(Data extracts)
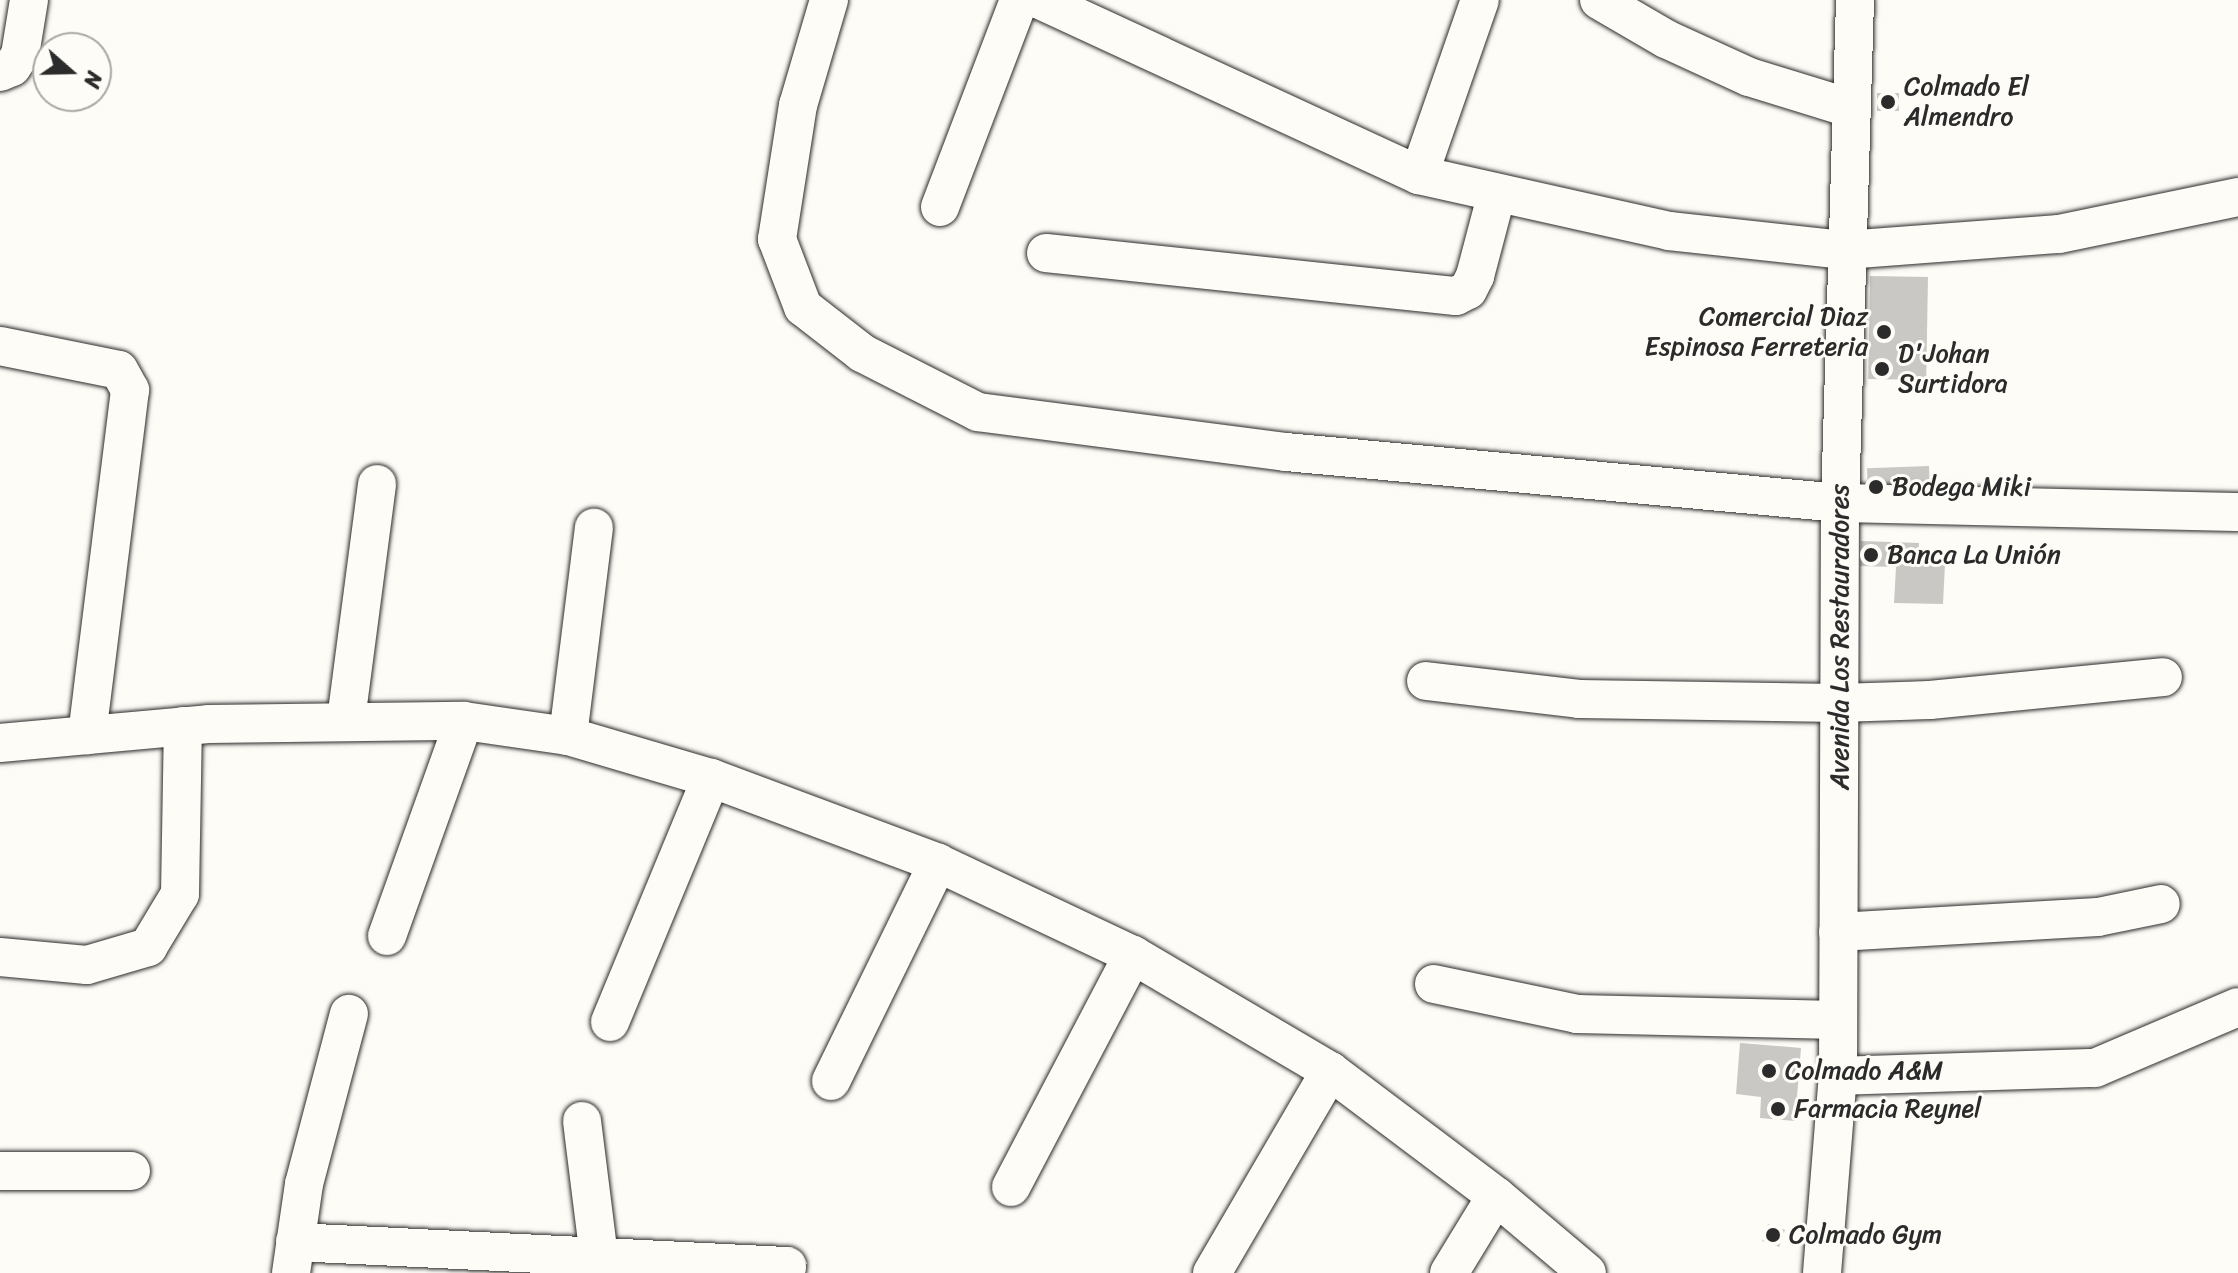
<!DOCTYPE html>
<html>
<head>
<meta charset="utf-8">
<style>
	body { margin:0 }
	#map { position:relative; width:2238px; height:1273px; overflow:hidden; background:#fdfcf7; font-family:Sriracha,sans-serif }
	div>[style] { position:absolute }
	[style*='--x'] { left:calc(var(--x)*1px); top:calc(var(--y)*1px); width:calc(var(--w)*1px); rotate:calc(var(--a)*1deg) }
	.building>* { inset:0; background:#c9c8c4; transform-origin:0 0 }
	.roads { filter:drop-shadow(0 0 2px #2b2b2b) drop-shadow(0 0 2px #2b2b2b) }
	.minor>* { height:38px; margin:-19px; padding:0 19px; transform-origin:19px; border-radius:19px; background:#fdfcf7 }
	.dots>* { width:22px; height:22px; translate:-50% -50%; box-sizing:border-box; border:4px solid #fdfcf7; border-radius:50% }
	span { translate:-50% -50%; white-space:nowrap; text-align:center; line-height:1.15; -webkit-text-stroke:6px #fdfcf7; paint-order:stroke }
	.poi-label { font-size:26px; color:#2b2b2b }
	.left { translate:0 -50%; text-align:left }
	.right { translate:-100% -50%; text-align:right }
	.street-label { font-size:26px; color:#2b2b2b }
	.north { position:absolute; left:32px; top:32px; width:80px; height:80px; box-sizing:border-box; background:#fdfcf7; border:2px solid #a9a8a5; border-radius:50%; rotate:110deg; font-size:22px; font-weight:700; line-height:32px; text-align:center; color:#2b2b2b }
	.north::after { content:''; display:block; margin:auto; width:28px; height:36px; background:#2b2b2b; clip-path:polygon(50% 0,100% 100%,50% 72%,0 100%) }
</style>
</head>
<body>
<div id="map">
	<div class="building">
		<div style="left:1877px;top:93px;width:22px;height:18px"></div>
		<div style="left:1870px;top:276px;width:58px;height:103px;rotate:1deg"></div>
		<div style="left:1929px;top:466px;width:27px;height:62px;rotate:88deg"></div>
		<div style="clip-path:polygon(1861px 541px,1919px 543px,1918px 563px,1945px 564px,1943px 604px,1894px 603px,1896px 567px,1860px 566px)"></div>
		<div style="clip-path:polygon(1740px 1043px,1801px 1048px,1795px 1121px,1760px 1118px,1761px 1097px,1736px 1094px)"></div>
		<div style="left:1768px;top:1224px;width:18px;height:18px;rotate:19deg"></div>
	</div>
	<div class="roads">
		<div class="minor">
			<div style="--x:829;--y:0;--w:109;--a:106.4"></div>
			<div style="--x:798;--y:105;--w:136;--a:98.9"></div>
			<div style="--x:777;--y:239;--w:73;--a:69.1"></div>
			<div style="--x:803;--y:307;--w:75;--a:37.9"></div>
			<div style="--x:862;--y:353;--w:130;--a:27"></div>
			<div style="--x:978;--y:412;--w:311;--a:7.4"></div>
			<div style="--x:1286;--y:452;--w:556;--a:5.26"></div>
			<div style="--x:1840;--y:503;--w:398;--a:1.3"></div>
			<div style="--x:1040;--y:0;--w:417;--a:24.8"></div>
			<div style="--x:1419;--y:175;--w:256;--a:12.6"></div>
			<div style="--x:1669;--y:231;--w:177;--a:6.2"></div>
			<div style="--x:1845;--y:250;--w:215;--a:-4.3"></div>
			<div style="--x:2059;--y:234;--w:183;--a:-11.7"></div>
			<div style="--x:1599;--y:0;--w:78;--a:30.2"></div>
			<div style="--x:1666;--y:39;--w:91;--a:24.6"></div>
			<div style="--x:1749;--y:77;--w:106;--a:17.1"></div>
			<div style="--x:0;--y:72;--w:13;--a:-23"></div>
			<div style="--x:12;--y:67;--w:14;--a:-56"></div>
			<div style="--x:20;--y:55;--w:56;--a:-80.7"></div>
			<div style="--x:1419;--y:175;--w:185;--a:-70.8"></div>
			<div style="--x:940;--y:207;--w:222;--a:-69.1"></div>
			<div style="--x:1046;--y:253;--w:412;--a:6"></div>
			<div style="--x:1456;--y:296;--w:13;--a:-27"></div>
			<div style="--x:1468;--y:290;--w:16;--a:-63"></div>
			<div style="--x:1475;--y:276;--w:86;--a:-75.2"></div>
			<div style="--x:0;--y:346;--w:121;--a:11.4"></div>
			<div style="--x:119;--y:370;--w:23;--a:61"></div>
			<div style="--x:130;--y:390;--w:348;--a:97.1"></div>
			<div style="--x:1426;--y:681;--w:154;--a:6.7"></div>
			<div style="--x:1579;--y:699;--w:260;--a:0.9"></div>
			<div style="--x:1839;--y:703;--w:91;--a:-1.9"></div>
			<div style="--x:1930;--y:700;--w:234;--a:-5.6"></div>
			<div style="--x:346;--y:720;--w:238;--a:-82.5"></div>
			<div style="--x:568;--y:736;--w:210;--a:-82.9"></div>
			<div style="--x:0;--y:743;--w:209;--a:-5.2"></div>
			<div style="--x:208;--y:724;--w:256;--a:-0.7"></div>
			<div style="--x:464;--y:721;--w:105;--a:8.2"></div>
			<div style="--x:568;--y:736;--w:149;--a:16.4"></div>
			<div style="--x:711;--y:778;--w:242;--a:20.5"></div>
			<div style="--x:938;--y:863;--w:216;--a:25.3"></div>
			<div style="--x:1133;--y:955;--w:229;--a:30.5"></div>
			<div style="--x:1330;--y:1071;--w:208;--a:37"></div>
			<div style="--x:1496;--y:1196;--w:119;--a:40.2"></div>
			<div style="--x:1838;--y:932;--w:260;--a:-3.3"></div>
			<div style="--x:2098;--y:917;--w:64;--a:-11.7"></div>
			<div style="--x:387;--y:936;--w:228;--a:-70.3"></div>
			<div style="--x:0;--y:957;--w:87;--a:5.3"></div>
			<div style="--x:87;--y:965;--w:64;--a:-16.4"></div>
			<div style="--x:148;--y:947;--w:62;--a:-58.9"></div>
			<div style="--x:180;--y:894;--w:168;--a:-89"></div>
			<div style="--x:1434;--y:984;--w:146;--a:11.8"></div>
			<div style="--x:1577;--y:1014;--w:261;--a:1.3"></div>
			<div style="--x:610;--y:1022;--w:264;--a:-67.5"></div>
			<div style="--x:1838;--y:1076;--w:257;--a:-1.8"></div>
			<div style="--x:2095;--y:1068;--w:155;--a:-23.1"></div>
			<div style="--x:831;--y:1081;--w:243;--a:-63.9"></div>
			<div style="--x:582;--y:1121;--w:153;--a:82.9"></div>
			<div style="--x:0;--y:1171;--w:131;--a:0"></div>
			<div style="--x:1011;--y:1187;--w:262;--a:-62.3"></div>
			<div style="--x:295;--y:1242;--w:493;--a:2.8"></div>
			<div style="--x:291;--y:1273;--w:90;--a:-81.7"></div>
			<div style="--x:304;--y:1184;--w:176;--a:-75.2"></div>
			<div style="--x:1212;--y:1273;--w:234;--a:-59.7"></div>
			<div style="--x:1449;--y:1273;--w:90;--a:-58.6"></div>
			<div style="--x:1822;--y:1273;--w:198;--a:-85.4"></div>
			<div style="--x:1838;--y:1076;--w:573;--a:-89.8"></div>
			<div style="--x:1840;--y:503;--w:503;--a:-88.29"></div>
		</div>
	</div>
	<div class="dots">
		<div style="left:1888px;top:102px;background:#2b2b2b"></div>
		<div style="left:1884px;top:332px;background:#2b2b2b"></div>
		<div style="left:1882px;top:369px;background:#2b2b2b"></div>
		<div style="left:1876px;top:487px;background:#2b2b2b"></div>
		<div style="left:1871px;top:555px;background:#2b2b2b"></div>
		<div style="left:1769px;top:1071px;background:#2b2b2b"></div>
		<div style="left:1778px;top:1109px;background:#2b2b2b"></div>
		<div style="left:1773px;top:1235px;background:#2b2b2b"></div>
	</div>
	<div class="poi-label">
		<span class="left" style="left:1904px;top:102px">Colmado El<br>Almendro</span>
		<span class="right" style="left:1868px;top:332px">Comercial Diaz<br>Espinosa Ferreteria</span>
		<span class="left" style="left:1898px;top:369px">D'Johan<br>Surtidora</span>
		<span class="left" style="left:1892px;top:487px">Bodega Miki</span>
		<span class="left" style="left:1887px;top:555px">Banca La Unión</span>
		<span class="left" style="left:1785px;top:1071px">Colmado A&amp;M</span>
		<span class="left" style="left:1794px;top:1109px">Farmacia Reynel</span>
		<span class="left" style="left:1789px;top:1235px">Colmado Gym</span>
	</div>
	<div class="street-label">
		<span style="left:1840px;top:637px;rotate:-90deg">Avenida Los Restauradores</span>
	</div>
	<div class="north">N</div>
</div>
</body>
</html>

(Your goal)
Everything from the first line of the entries through the line that contains "filter:drop-shadow(0 0 2px" is to be reproduced exactly, except the pictures.

(Result of the task)
<!DOCTYPE html>
<html>
<head>
<meta charset="utf-8">
<style>
	body { margin:0 }
	#map { position:relative; width:2238px; height:1273px; overflow:hidden; background:#fdfcf7; font-family:Sriracha,sans-serif }
	div>[style] { position:absolute }
	[style*='--x'] { left:calc(var(--x)*1px); top:calc(var(--y)*1px); width:calc(var(--w)*1px); rotate:calc(var(--a)*1deg) }
	.building>* { inset:0; background:#c9c8c4; transform-origin:0 0 }
	.roads { filter:drop-shadow(0 0 2px #2b2b2b) drop-shadow(0 0 2px #2b2b2b) }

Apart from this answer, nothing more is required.